■ **WHAT TO DO**: Below are the records; how many of their lines contain "turn"? Reply only with that figure.

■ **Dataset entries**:
=== Section Start ===

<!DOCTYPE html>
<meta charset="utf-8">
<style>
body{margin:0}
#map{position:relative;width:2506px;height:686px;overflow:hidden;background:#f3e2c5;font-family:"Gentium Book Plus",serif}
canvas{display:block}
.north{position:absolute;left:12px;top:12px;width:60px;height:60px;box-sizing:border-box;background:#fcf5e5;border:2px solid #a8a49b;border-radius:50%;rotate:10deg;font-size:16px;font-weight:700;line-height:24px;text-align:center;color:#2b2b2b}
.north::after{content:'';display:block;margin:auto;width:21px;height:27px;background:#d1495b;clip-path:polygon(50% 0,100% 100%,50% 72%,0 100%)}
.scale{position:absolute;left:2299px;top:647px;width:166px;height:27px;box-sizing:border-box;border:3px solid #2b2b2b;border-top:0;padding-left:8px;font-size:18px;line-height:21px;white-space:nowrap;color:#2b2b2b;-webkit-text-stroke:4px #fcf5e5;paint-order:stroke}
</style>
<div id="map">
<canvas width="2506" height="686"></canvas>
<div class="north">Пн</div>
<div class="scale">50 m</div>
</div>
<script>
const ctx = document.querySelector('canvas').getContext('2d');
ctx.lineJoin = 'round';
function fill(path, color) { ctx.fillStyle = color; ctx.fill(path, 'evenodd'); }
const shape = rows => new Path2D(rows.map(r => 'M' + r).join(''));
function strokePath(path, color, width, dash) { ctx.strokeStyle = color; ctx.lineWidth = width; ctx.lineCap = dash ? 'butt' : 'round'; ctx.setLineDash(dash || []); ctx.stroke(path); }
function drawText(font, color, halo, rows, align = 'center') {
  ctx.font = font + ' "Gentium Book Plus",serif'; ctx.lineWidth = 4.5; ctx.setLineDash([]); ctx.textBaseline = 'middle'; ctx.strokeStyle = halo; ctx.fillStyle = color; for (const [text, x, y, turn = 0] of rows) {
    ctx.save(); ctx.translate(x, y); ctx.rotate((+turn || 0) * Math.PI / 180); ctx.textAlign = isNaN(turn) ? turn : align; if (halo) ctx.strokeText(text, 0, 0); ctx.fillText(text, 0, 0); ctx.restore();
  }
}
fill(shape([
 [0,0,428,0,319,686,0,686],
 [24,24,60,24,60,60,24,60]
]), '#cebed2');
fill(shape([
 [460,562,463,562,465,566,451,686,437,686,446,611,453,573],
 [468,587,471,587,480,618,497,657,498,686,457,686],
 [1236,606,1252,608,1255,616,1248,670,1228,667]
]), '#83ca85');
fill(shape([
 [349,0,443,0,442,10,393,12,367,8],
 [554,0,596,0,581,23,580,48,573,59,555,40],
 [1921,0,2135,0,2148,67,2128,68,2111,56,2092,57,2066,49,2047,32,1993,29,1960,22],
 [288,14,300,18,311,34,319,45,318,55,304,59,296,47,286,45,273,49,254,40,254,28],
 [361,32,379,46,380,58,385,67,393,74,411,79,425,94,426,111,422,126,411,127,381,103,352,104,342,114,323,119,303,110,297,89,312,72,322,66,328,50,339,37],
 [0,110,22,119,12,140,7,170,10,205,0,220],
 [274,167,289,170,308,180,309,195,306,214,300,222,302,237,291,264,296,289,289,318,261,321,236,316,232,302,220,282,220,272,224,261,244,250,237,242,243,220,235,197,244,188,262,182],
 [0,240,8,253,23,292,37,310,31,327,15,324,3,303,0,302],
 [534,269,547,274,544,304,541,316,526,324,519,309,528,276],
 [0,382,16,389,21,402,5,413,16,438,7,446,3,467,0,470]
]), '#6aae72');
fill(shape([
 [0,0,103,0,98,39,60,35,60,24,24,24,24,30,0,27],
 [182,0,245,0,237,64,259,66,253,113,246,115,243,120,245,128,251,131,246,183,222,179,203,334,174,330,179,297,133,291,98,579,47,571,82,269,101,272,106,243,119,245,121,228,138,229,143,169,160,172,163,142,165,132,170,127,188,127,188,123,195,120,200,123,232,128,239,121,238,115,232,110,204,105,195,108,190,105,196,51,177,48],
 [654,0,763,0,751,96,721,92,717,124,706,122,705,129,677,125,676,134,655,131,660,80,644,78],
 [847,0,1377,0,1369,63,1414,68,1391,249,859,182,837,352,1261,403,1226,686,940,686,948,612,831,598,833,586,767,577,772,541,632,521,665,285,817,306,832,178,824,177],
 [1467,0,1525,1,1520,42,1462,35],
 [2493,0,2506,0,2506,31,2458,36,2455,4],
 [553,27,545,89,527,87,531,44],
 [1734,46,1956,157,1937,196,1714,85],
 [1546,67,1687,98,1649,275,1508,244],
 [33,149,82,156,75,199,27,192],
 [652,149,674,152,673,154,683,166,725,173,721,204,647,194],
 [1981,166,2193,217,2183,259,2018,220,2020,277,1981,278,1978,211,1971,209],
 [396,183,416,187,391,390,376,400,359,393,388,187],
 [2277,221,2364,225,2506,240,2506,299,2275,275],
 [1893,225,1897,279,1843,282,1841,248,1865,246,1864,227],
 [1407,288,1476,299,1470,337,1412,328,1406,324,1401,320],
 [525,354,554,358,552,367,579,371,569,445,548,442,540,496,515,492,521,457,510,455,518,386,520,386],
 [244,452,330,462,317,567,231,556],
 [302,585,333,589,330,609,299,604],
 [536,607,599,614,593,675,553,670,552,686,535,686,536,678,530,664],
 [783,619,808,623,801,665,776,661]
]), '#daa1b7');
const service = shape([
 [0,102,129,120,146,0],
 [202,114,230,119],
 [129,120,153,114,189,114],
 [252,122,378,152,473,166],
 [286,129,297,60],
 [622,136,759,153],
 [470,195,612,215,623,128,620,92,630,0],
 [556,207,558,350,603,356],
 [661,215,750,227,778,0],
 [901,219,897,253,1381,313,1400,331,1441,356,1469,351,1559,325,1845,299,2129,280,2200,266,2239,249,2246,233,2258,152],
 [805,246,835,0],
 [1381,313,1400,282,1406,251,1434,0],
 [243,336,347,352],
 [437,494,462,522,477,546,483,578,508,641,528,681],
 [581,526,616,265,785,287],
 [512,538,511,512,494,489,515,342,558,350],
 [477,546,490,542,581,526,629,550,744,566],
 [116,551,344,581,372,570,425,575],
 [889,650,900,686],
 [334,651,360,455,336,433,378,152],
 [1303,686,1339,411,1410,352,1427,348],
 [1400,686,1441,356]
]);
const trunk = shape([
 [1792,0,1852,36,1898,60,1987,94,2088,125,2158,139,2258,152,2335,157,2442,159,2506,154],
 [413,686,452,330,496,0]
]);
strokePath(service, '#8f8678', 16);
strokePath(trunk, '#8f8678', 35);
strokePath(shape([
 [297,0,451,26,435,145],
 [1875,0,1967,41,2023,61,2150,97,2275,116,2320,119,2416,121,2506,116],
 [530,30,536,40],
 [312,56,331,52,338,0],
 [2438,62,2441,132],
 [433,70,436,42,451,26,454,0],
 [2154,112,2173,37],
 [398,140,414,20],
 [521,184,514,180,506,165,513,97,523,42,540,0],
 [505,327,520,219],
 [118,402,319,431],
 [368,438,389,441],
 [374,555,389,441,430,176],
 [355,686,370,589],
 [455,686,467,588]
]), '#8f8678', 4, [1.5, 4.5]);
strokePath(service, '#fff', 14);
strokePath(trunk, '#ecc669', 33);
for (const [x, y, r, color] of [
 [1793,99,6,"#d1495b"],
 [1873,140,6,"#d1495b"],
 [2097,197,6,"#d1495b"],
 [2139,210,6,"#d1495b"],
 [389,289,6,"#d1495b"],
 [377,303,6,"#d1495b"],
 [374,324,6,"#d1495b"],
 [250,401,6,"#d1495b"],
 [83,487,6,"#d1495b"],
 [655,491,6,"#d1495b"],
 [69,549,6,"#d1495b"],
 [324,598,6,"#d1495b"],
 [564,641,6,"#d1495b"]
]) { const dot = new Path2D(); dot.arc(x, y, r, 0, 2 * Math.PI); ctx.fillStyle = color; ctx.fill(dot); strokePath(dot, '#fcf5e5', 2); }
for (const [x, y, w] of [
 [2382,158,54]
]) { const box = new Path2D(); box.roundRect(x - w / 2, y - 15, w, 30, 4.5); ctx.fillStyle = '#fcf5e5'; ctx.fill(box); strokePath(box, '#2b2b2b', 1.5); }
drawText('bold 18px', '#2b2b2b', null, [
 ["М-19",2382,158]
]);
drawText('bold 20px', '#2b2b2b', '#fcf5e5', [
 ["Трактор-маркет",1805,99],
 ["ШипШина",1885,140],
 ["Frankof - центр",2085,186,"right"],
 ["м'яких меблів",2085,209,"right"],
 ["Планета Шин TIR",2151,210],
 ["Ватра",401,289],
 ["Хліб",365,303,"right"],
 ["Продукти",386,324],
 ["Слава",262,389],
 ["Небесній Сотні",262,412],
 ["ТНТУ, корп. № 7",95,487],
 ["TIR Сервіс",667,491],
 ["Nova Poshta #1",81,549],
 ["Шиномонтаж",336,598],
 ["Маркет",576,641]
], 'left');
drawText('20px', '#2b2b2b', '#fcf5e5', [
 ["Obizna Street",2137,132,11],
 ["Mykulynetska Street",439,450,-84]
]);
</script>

=== Section End ===
=== Section Start ===

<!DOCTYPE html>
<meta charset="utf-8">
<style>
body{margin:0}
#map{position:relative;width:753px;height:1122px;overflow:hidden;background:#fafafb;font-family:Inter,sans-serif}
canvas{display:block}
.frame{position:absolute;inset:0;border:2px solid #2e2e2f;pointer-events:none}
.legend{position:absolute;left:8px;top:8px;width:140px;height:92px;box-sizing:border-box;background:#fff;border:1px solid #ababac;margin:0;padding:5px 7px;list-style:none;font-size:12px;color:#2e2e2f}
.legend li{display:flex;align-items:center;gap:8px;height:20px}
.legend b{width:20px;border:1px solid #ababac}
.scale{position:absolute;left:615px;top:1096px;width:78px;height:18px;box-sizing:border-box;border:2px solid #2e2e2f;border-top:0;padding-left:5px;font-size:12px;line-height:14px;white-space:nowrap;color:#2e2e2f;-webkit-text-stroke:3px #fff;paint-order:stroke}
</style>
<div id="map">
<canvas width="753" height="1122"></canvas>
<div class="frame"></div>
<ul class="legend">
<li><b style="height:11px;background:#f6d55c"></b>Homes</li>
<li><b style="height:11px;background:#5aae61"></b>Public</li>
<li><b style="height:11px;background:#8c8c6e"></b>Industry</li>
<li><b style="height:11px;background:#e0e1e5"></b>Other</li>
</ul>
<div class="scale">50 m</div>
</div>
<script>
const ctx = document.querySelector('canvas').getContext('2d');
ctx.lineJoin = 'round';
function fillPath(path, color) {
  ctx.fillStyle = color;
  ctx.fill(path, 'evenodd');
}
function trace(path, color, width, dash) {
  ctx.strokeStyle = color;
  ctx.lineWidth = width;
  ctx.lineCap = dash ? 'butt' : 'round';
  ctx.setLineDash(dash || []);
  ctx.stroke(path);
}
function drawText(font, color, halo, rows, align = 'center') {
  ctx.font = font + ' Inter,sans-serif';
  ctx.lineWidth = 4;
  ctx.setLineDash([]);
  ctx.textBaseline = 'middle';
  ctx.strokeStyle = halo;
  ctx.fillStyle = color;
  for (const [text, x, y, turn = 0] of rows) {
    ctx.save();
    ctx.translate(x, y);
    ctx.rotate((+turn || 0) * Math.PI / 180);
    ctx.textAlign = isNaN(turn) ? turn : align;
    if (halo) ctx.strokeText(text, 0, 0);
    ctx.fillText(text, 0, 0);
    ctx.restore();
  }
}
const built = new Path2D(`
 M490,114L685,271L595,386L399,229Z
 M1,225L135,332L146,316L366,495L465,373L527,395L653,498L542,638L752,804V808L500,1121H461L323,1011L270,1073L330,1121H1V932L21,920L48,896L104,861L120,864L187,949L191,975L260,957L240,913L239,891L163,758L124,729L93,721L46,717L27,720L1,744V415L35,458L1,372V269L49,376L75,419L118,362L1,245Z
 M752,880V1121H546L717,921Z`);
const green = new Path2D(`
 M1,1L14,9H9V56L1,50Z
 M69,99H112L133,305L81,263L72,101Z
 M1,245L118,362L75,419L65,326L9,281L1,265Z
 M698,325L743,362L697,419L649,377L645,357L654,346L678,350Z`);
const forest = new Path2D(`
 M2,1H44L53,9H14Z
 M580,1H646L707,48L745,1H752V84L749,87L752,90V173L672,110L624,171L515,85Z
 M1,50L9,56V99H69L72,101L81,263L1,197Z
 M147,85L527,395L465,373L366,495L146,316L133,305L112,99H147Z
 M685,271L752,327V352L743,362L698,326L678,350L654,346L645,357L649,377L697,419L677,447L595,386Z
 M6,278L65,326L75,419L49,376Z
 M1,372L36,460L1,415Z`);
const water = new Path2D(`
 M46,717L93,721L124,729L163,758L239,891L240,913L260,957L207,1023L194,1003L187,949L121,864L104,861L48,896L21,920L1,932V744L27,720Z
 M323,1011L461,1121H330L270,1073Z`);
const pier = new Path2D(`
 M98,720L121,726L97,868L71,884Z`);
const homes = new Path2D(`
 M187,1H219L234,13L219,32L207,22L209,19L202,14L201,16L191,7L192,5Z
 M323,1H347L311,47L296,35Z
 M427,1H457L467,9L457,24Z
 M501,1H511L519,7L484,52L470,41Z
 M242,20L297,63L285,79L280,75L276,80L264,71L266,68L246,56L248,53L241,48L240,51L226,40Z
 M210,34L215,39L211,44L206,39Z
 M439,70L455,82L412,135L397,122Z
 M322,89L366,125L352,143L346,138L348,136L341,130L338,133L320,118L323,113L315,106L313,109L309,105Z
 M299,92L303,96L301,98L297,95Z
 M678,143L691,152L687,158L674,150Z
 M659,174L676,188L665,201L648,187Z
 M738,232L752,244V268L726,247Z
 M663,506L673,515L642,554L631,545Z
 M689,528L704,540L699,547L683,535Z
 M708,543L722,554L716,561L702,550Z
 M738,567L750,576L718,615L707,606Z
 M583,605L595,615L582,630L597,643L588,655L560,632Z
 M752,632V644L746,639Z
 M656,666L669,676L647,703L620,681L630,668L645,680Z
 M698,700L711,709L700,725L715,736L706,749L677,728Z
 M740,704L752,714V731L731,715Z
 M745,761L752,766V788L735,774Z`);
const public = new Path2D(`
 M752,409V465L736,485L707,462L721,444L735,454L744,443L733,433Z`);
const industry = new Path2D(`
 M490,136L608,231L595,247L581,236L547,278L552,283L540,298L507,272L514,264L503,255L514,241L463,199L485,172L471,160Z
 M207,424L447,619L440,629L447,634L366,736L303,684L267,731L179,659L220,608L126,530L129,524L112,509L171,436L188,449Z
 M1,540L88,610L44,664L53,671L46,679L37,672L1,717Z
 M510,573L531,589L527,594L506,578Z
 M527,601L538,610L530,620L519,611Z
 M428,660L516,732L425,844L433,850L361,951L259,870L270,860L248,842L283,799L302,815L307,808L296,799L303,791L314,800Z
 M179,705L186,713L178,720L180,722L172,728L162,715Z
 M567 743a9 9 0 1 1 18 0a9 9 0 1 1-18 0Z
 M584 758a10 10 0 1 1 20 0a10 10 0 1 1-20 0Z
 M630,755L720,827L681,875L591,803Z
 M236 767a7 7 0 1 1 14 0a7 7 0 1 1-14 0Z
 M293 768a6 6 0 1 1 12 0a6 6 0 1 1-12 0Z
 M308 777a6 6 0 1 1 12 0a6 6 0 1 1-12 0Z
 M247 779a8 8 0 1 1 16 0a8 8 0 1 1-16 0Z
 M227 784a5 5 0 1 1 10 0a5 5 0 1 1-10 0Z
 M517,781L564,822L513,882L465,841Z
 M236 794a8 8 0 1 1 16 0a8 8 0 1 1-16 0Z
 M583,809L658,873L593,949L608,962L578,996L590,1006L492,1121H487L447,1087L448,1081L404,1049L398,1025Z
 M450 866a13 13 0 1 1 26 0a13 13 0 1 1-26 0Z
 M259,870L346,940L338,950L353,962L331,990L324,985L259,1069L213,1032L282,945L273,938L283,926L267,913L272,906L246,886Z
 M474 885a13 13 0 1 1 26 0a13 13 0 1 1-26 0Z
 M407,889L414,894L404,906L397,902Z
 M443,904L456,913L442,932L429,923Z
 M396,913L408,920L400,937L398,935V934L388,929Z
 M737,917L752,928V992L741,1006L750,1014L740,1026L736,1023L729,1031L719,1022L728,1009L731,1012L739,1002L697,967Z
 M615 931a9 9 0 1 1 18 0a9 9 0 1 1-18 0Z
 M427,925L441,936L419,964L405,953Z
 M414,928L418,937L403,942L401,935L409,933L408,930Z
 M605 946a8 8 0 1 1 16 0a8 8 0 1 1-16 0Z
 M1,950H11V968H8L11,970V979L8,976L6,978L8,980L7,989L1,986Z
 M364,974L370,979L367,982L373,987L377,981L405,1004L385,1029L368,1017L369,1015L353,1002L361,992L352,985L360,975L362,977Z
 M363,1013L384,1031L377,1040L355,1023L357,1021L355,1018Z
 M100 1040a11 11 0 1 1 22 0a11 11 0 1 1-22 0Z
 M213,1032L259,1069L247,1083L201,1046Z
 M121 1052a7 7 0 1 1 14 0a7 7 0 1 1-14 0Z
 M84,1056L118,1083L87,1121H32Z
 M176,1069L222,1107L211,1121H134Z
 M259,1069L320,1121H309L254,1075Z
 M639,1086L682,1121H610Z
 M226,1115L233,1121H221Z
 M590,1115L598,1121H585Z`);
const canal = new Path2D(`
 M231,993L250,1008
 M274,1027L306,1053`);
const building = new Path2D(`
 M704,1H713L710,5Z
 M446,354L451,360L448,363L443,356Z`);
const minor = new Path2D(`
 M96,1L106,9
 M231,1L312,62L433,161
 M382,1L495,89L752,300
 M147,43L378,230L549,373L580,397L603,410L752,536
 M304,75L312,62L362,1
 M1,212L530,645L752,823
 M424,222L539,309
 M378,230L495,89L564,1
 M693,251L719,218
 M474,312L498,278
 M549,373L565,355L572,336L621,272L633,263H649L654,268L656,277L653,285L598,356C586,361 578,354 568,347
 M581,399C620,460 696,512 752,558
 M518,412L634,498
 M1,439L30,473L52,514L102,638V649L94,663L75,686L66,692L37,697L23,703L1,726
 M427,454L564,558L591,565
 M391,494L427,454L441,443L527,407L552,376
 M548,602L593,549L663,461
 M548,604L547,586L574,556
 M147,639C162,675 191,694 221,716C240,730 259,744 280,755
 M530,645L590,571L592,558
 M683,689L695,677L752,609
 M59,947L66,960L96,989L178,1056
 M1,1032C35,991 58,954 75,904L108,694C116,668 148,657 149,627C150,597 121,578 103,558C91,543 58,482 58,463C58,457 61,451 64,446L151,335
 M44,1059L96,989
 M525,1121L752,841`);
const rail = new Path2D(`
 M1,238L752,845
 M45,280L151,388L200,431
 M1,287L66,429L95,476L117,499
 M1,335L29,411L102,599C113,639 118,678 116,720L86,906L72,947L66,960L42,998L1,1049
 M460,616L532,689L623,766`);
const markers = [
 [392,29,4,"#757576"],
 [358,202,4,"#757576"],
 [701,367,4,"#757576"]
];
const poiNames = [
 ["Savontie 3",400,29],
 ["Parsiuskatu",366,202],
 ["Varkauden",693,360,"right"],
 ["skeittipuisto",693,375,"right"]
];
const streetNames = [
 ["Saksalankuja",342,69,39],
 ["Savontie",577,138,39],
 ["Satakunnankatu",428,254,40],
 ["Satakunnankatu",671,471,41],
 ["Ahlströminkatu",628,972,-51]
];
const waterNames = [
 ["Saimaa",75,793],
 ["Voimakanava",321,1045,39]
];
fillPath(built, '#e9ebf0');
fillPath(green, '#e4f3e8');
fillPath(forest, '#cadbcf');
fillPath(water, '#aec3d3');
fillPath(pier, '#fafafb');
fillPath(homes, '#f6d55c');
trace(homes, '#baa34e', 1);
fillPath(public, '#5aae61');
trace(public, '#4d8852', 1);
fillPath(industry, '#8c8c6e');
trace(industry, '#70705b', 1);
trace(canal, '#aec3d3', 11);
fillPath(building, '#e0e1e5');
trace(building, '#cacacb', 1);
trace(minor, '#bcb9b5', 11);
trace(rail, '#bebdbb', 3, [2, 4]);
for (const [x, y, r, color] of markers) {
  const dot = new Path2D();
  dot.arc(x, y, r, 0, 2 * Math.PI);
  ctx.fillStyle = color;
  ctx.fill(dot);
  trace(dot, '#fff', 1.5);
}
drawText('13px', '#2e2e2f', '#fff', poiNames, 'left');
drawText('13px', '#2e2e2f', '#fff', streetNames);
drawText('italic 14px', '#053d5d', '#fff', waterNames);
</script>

=== Section End ===

■ **EXERCISE OUTPUT**: 5